Updated March 2026
Freedom vs Blank Spaces: Cross-Platform Blocker or Minimalist Phone Launcher?
Freedom has been blocking distractions since 2009. It started as a Mac-only tool written by a Ph.D. student and grew into a six-platform blocker used by 4 million people. Blank Spaces launched in 2024 and does one thing: it replaces your iPhone home screen with widgets. No app icons. No colorful grid begging you to tap.
These aren't competing products. They're different answers to different questions. Freedom asks: what should I block today? Blank Spaces asks: what if my phone just looked different?
If your distraction problem lives on your laptop, Freedom is probably what you need. If it lives on your phone, keep reading.
Quick Comparison
| Feature | Freedom | Blank Spaces |
|---|---|---|
| Approach | Cross-platform app and website blocker | Minimalist phone launcher (replaces home screen) |
| Blocking | Native desktop + Screen Time API (iOS) + VPN (Android) | Screen Time API + launcher replacement |
| Platform | Mac, Windows, iOS, Android, ChromeOS, Linux | iOS only |
| Free Tier | Yes (2-hour session limit) | No (free trial available) |
| Annual Price | $39.99/year | $17.99/year |
| Lifetime Price | $99.50 (sale) / $199 (regular) | $23.99 |
| App Store Rating | 4.4/5 (5,000 ratings) | 4.6/5 (5,000+ ratings) |
| Trustpilot | 2.9/5 | N/A |
| Founded | 2009 (15+ years) | 2024 |
| Users | 4 million+ | 1 million+ |
| Unique Feature | Cross-device sync + Locked Mode + focus sounds | Detox Mode (full phone lockdown) + widget-based UI |
What Is Freedom?
Freedom is a distraction blocker that works on practically everything: Mac, Windows, iPhone, Android, Chromebook, Linux. You create blocklists of apps and websites, schedule focus sessions, and Freedom blocks them across every device connected to your account. Start a session on your Mac and it automatically applies to your phone and tablet too.
On desktop, Freedom is powerful. It blocks at the system level, killing app processes and using DNS-level website blocking that works across all browsers. You can block your entire internet connection with a single button. Website exceptions let you block everything except a whitelist of allowed sites. These desktop features are why Freedom built its reputation with writers, academics, and knowledge workers over the past 15 years. Greta Gerwig, Tim Ferriss, Rami Malek, and Seth Godin have all publicly endorsed it (Wikipedia, 2026). Multiple studies at Carnegie Mellon and Microsoft have researched Freedom's impact on productivity and flow states.
On mobile, the story changes. Freedom uses Apple's Screen Time API on iPhone, the same blocking mechanism as every other iOS blocker. A Reddit thread on r/nosurf put it plainly: "The iOS app feels like an afterthought. $8.99/month or $40/year. For a blocker. That's a lot of money for something your phone can mostly do for free with Screen Time settings" (Reddit r/nosurf, February 2026).

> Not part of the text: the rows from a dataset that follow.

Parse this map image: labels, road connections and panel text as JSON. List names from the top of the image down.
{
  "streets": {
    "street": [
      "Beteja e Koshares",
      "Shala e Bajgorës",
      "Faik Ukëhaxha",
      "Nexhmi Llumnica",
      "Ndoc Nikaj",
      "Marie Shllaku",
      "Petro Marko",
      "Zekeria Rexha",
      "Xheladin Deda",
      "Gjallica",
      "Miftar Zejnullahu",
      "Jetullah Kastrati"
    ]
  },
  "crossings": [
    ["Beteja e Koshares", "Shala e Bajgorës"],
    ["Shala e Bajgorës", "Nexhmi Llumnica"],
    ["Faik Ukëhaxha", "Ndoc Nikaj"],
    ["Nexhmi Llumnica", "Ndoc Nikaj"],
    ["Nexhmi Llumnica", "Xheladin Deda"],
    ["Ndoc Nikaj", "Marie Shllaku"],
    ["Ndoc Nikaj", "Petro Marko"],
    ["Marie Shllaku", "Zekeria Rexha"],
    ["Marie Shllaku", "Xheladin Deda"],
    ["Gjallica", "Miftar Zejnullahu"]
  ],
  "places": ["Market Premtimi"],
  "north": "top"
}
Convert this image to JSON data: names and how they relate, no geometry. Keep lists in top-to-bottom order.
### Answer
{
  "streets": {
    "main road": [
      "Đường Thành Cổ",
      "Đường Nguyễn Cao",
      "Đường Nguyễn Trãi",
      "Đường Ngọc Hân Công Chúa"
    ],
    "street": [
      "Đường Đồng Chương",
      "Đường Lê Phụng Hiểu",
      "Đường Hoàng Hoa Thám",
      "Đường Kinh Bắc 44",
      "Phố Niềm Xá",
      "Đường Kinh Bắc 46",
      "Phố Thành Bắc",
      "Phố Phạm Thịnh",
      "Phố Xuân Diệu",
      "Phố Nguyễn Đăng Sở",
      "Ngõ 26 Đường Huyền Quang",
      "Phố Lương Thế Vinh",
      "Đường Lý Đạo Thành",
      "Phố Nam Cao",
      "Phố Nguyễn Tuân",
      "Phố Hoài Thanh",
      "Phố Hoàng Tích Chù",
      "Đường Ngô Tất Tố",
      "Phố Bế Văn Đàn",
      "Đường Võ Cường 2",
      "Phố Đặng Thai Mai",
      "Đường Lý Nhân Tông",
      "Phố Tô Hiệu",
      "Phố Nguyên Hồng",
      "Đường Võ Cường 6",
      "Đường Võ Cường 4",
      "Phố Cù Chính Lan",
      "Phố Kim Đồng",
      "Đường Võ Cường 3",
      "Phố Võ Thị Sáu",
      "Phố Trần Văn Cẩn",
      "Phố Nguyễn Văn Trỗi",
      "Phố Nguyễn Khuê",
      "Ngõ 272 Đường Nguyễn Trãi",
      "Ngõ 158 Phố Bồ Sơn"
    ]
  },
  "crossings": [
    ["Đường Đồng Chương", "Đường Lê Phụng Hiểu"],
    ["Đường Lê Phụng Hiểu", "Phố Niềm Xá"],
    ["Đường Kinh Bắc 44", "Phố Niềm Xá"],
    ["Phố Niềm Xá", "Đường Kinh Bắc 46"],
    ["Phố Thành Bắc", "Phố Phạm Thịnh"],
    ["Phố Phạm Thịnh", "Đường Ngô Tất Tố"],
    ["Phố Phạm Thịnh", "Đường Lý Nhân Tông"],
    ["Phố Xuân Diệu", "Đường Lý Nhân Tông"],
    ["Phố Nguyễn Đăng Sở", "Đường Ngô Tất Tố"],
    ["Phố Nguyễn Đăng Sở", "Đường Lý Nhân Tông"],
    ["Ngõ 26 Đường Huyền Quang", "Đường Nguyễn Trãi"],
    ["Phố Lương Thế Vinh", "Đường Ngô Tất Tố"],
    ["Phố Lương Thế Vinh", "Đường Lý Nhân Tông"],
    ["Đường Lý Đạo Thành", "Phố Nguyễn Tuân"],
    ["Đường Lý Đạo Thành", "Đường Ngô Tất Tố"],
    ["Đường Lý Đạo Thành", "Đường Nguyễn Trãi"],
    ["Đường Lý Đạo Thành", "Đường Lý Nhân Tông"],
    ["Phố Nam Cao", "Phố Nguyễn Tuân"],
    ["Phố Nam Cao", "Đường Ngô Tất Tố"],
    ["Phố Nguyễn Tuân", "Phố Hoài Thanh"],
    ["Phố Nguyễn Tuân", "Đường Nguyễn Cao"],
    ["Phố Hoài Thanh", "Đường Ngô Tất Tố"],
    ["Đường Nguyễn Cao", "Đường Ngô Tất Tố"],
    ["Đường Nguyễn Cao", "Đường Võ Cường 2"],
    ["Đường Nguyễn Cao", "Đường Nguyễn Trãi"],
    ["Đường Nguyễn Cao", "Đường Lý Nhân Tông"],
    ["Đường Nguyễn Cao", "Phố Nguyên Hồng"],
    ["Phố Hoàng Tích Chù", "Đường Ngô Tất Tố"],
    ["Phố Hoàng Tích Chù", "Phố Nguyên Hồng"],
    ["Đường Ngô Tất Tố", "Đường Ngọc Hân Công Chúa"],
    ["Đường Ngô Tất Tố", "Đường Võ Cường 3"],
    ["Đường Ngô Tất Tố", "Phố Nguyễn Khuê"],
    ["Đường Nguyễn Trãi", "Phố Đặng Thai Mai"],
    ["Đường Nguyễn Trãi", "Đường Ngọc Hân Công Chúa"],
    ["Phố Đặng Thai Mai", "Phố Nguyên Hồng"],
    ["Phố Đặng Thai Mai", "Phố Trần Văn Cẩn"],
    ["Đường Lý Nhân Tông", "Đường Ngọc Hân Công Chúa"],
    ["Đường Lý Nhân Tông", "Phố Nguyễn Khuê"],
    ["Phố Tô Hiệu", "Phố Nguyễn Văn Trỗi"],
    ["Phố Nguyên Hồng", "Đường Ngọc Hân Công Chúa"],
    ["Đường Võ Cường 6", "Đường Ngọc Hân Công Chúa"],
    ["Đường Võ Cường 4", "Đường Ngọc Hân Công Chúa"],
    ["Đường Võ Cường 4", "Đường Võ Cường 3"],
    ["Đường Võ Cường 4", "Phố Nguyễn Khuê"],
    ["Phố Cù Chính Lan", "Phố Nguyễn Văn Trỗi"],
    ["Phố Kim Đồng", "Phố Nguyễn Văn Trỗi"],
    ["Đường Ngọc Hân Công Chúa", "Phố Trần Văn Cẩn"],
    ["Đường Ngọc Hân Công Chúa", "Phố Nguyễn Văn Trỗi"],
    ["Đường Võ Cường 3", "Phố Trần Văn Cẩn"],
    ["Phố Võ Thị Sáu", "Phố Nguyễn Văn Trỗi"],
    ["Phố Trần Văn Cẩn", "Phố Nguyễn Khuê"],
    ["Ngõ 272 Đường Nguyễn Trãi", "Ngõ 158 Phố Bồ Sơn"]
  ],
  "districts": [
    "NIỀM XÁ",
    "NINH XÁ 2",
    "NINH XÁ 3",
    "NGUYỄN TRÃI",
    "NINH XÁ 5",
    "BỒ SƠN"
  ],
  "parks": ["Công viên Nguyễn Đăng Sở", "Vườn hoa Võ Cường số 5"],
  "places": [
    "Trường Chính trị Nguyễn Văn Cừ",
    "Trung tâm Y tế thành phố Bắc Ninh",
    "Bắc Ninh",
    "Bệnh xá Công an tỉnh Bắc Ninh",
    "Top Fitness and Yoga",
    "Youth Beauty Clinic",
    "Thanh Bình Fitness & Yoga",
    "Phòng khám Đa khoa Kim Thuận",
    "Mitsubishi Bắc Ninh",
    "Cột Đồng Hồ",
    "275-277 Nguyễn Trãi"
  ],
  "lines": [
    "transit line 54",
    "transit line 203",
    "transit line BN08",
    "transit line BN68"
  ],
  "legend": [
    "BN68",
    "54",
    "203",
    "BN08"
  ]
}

Freedom's App Store rating is 4.4/5 from about 5,000 reviews. Its Trustpilot rating, which skews toward desktop and web users, is 2.9/5 (Trustpilot, March 2026). That 1.5-star gap between mobile and desktop reviews tells you where Freedom's product quality actually lives.
Freedom also includes focus sounds: ambient audio like cafe noise, library quiet, and nature sounds, plus exclusive Brain.fm tracks designed for concentration. Locked Mode is Freedom's version of unbypassable blocking: once activated during a session, you cannot quit Freedom or end the session early. It's a Premium feature.
Cross-device sync is the feature that justifies Freedom's existence over simpler blockers. Start a "no social media" session on your MacBook at 9am, and it automatically blocks Instagram on your iPhone, Twitter on your Windows PC, and Reddit on your Chromebook. One button, every device, same rules. For people who drift between screens throughout the day, this is genuinely useful and no phone-only app can replicate it.
Pricing: the free tier limits sessions to 2 hours with no scheduling, no recurring sessions, and no Locked Mode. Premium costs $39.99 per year or $99.50 lifetime (currently on sale from $199). Monthly is $8.99. Seven-day free trial available on annual plans (Freedom pricing, March 2026).
What Is Blank Spaces?
Blank Spaces is a minimalist phone launcher for iPhone. It replaces your home screen with widgets: calendar, weather, to-do list, photos. App icons disappear. Instagram, TikTok, Reddit, YouTube are still installed but hidden in the App Library. To open one, you swipe to the App Library and search for it manually, or pull down Spotlight and type the name.
That friction is the product. The average person checks their phone 96 times per day (Asurion, 2023). Each time, the home screen presents a choice: open something useful or fall into something distracting. Research on habitual behavior suggests that disrupting environmental cues is more effective at breaking habits than relying on willpower alone (Wood and Neal, 2007). Blank Spaces disrupts the cue. Every time you unlock your phone and see widgets instead of app icons, the trigger that normally leads to scrolling isn't there.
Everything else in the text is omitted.